━━━ RECORDED INFORMATION
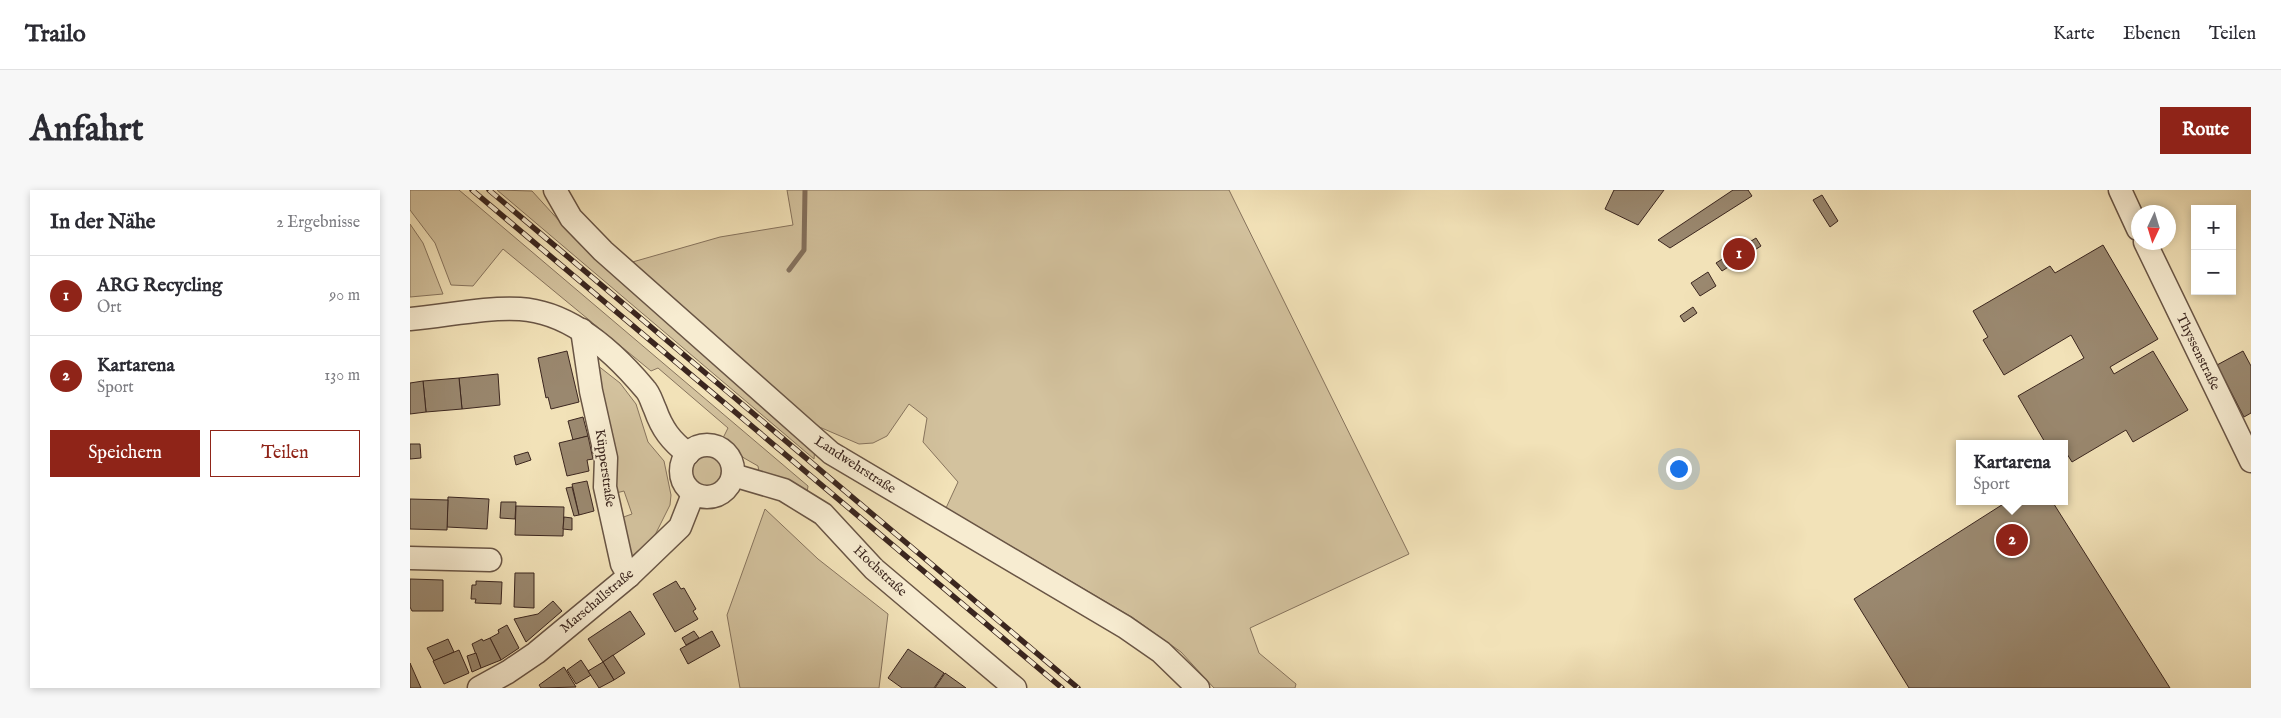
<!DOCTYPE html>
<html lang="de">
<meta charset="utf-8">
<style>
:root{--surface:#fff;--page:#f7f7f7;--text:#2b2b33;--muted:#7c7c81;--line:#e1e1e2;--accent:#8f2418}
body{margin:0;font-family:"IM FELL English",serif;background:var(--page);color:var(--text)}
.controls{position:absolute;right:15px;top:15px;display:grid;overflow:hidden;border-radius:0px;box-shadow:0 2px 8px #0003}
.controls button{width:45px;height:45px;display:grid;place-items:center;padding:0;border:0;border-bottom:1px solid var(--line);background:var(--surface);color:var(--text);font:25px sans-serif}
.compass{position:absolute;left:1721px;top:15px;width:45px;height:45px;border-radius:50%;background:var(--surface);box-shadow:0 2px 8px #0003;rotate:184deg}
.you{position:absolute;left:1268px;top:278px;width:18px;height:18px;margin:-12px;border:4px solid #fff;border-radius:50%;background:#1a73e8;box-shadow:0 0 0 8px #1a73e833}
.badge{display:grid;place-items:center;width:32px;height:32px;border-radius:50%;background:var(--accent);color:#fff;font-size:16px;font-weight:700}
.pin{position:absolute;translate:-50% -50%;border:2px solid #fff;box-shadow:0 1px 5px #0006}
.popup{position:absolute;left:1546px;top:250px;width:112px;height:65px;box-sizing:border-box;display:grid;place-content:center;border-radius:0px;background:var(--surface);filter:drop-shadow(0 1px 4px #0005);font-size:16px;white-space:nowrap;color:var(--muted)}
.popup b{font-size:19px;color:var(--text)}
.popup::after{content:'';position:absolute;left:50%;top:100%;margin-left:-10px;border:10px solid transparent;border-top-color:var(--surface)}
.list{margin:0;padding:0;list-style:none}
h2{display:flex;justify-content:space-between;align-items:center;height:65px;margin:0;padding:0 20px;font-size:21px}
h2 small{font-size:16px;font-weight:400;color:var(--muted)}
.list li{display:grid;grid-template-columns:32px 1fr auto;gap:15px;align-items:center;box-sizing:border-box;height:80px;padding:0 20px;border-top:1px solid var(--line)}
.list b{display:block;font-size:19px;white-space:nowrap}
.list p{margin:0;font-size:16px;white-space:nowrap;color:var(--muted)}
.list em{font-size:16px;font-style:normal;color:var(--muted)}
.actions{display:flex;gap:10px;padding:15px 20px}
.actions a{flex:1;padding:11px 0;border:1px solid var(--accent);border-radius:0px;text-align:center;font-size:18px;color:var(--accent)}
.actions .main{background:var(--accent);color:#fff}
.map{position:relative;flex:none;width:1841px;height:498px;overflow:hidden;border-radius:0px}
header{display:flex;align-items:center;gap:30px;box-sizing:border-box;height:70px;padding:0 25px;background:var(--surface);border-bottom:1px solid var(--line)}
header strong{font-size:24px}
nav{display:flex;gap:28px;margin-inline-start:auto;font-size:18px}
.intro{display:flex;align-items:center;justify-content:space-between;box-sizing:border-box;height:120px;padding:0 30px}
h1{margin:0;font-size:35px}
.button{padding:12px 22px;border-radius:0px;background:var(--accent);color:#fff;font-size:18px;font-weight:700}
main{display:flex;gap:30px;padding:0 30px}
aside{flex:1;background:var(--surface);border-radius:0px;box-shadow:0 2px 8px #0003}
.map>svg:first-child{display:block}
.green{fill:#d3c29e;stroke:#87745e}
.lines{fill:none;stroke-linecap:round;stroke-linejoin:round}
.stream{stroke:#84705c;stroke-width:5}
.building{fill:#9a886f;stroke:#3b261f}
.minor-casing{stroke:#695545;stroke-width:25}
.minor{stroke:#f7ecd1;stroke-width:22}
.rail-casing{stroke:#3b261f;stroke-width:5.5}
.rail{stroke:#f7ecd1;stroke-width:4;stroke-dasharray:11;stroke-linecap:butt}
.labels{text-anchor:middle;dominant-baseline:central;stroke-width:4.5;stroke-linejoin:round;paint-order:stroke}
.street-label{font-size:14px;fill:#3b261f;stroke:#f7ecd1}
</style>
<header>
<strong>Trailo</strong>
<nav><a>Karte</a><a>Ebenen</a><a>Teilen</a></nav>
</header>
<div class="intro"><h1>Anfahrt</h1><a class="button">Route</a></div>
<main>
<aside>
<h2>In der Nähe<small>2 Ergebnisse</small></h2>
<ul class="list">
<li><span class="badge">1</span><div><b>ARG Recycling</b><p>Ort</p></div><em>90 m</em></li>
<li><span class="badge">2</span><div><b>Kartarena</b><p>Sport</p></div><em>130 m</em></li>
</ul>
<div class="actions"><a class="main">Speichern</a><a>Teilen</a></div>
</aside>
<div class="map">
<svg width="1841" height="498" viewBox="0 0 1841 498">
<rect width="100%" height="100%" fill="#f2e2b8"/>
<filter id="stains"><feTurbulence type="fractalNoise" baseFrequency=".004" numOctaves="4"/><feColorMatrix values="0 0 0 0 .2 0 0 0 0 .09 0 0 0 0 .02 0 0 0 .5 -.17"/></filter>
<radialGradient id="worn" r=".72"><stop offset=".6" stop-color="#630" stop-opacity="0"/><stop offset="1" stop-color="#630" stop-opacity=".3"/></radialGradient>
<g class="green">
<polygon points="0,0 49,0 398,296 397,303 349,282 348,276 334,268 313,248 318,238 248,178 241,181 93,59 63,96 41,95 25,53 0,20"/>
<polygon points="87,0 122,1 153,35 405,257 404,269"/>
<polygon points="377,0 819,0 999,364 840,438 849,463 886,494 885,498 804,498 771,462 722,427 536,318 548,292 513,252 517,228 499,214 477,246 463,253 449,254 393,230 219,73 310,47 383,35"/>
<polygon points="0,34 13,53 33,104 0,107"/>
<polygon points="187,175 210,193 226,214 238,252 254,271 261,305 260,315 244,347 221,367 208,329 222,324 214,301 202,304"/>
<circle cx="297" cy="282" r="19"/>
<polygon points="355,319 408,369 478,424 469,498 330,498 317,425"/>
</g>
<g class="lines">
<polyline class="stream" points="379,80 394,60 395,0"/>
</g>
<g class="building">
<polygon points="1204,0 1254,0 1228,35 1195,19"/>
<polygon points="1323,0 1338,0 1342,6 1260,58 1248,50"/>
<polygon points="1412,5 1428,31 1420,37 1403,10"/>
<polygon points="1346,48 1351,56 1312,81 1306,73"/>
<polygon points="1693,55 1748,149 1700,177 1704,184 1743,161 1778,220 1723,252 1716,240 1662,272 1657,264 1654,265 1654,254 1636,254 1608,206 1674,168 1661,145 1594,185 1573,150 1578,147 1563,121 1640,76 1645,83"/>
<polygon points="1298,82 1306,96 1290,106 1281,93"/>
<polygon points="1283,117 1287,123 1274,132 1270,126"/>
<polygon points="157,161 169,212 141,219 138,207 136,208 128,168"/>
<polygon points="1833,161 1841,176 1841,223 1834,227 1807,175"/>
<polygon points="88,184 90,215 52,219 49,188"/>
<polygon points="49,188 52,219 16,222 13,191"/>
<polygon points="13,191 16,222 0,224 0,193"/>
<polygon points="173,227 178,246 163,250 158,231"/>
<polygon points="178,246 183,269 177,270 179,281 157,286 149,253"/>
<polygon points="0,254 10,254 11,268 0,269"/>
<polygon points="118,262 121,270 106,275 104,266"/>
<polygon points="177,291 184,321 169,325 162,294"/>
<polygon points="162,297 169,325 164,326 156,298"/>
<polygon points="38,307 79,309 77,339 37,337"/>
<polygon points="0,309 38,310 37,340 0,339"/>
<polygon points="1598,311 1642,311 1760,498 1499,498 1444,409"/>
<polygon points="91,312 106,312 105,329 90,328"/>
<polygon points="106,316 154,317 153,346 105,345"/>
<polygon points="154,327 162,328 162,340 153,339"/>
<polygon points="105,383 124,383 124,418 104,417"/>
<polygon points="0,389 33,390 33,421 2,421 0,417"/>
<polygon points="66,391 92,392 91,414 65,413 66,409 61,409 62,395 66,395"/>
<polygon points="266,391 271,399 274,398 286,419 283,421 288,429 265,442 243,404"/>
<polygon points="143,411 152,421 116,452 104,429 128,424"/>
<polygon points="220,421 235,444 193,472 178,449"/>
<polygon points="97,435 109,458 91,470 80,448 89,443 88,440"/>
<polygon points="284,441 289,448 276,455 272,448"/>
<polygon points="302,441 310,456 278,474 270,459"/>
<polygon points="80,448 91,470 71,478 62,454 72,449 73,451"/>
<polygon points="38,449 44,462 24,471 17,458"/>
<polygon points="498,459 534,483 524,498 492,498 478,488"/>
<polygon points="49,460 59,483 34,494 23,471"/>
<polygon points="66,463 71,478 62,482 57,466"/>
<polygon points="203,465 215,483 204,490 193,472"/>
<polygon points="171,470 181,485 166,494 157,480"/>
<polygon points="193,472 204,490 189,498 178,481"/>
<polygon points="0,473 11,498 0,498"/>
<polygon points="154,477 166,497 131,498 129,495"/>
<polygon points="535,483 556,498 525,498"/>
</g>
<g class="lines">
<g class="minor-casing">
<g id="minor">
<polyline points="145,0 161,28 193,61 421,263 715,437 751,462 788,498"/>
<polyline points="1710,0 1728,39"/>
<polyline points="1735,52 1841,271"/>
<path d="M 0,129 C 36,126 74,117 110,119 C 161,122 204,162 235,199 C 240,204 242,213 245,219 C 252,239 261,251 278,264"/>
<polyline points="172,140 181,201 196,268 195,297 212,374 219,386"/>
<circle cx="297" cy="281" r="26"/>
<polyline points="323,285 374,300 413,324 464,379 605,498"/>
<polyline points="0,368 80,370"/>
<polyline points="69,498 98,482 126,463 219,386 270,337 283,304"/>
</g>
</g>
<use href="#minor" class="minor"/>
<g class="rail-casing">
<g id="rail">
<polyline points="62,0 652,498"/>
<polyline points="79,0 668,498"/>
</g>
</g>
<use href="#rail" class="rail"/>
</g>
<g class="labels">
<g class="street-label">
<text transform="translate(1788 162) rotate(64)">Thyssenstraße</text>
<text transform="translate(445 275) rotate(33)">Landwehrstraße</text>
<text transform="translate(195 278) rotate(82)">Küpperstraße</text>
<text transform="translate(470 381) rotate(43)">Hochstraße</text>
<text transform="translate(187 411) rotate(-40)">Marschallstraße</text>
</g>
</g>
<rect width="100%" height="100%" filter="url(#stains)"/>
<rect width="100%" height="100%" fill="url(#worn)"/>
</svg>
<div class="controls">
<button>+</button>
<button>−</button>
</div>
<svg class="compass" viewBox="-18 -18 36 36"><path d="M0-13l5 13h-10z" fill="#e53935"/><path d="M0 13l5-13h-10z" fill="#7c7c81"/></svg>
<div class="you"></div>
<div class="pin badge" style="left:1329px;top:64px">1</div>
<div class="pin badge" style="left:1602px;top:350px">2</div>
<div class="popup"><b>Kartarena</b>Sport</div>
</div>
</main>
━━━━━━
━━━ RECORDED INFORMATION
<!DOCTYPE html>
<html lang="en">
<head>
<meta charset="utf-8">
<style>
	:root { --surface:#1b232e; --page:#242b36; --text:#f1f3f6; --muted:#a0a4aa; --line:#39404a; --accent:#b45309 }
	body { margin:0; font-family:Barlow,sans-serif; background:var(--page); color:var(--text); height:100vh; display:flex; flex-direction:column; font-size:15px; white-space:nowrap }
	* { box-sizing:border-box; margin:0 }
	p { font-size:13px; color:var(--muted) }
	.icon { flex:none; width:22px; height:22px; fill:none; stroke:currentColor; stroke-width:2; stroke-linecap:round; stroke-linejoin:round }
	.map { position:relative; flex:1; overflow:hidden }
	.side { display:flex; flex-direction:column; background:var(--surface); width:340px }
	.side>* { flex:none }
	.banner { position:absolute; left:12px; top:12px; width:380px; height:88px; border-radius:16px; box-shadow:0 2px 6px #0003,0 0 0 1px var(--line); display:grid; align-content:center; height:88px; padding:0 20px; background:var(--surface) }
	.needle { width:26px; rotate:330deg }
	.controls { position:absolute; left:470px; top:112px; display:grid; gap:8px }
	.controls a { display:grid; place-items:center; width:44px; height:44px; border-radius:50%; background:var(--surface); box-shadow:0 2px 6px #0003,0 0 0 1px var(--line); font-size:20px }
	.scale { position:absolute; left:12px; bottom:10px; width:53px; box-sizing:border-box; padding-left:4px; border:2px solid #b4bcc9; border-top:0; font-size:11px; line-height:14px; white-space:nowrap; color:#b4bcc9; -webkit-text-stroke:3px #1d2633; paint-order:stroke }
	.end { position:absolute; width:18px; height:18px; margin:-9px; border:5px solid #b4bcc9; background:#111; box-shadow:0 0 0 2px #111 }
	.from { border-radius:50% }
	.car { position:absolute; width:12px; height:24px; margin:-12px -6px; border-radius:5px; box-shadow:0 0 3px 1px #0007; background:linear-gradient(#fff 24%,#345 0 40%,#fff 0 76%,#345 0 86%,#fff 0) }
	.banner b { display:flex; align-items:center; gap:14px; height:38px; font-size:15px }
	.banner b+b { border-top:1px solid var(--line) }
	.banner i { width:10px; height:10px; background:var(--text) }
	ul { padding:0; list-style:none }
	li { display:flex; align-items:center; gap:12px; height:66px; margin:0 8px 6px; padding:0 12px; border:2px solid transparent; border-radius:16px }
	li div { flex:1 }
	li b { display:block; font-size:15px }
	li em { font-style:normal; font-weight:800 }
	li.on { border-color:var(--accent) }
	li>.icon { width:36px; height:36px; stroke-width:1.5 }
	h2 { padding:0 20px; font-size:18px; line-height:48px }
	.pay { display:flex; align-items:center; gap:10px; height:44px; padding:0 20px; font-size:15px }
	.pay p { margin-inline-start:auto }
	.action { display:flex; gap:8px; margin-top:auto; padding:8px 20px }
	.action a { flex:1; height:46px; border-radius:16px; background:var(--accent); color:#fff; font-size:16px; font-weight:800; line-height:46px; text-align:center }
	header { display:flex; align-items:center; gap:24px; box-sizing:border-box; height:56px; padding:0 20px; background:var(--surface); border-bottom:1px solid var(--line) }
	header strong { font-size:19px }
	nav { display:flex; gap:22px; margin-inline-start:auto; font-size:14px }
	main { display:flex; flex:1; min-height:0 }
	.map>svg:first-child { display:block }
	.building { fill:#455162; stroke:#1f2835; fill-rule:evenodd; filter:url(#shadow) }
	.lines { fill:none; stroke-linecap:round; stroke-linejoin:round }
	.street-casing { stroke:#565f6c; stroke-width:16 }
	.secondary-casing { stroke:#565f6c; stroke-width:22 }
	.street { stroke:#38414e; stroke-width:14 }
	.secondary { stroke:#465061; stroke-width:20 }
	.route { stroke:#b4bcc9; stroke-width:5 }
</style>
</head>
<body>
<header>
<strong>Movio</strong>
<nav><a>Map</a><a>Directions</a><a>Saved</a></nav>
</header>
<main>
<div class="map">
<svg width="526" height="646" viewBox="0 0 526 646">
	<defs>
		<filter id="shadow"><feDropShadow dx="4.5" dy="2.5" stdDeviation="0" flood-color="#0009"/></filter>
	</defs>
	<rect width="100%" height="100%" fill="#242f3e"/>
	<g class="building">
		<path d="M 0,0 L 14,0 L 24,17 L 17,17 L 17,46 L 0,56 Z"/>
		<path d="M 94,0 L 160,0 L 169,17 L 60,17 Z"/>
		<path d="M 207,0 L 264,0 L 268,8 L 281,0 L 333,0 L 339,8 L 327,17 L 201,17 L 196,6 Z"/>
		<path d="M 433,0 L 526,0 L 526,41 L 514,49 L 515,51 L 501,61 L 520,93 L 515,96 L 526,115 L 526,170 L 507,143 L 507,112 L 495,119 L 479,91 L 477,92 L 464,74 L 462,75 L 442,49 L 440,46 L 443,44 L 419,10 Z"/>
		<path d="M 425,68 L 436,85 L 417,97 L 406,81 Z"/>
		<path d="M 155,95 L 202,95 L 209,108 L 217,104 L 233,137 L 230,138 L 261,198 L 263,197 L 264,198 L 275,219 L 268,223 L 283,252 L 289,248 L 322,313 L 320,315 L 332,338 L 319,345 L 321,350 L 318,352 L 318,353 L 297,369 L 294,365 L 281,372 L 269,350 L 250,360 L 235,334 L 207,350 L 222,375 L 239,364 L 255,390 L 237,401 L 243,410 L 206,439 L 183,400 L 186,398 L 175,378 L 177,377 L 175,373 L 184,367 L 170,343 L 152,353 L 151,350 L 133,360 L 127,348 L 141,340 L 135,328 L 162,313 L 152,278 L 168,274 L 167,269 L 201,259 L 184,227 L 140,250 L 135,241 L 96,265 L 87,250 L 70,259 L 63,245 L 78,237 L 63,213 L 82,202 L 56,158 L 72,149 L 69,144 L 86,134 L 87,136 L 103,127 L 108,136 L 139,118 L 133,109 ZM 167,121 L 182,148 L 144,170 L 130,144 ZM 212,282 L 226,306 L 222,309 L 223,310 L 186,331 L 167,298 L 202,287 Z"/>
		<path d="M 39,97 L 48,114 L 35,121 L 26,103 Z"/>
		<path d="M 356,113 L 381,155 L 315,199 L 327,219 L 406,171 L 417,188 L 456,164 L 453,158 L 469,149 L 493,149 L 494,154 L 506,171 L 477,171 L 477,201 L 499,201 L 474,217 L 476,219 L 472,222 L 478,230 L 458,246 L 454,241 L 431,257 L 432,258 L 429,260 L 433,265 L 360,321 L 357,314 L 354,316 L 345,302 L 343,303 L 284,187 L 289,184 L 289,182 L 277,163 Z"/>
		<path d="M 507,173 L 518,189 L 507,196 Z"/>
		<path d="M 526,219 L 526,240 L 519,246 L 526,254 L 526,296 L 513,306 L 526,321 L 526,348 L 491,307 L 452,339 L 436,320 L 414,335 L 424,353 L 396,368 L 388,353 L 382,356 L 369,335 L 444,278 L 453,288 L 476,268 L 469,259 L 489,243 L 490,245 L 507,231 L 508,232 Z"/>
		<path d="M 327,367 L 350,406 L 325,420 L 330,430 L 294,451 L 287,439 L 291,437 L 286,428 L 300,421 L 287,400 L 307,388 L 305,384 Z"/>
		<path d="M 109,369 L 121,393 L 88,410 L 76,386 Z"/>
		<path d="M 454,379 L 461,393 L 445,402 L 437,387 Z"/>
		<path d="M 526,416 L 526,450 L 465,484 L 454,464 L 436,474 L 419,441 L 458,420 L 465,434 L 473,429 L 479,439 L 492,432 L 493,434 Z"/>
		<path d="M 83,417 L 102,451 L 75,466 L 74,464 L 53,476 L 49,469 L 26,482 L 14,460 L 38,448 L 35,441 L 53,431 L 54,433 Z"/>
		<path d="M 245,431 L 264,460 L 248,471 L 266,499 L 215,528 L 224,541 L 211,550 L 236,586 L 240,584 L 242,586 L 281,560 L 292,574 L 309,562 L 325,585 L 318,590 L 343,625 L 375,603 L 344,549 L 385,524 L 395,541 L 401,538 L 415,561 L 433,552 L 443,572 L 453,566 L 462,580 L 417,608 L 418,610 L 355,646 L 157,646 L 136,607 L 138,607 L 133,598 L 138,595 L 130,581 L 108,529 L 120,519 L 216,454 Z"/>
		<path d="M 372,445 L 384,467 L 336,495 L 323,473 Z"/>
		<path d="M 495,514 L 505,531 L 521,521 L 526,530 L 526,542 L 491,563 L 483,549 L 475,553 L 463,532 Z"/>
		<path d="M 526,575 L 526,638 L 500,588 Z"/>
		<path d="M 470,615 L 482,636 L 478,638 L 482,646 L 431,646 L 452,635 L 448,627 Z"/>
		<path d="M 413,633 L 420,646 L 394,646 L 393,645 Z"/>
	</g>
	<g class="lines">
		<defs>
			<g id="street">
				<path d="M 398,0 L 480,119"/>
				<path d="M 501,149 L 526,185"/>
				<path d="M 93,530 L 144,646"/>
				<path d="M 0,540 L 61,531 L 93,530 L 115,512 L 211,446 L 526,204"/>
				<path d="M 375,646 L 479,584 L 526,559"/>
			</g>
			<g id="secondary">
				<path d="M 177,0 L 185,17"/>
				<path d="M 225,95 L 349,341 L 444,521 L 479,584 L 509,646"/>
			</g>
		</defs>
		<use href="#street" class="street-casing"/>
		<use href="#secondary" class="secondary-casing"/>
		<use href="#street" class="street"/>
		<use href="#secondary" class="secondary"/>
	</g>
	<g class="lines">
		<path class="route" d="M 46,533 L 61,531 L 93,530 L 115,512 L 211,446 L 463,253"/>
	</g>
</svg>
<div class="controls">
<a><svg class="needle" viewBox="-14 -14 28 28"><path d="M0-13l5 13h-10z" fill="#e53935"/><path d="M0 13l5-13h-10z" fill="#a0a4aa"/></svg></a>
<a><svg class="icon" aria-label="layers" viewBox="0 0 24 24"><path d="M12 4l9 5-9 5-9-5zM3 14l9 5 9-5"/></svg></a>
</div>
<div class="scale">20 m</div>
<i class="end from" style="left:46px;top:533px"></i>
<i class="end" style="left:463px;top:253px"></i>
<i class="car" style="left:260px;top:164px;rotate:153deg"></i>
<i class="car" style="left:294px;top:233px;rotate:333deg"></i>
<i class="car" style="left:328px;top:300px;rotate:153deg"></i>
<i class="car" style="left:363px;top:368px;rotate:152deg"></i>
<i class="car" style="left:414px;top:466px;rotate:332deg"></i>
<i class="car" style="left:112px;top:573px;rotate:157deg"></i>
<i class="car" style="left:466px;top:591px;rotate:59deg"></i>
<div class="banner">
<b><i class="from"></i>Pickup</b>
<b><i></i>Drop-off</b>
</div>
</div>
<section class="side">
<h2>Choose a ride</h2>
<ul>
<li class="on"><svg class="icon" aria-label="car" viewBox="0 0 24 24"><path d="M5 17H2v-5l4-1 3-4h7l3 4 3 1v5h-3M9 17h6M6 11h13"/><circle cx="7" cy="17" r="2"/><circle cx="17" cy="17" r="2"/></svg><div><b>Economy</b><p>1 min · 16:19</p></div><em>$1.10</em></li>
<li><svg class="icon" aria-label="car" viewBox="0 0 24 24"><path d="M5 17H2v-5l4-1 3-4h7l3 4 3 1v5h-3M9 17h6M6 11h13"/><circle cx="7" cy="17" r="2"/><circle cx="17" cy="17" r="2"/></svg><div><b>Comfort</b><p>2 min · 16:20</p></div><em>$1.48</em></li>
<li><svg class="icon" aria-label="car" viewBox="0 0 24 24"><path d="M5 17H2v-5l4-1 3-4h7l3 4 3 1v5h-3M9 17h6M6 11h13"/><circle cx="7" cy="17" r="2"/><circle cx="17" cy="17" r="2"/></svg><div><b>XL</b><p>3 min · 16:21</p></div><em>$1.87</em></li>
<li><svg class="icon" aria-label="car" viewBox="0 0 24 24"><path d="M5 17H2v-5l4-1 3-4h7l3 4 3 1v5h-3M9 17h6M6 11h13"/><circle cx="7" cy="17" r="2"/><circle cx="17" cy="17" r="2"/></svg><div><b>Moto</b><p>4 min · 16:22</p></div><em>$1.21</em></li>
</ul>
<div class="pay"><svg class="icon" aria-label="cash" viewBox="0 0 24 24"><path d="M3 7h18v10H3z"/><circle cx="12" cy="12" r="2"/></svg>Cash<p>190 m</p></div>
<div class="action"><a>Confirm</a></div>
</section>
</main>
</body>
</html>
━━━━━━
Filter the lines above, keeping and copying those that contain "hidden".

ANSWER SECTION:
.controls{position:absolute;right:15px;top:15px;display:grid;overflow:hidden;border-radius:0px;box-shadow:0 2px 8px #0003}
.map{position:relative;flex:none;width:1841px;height:498px;overflow:hidden;border-radius:0px}
	.map { position:relative; flex:1; overflow:hidden }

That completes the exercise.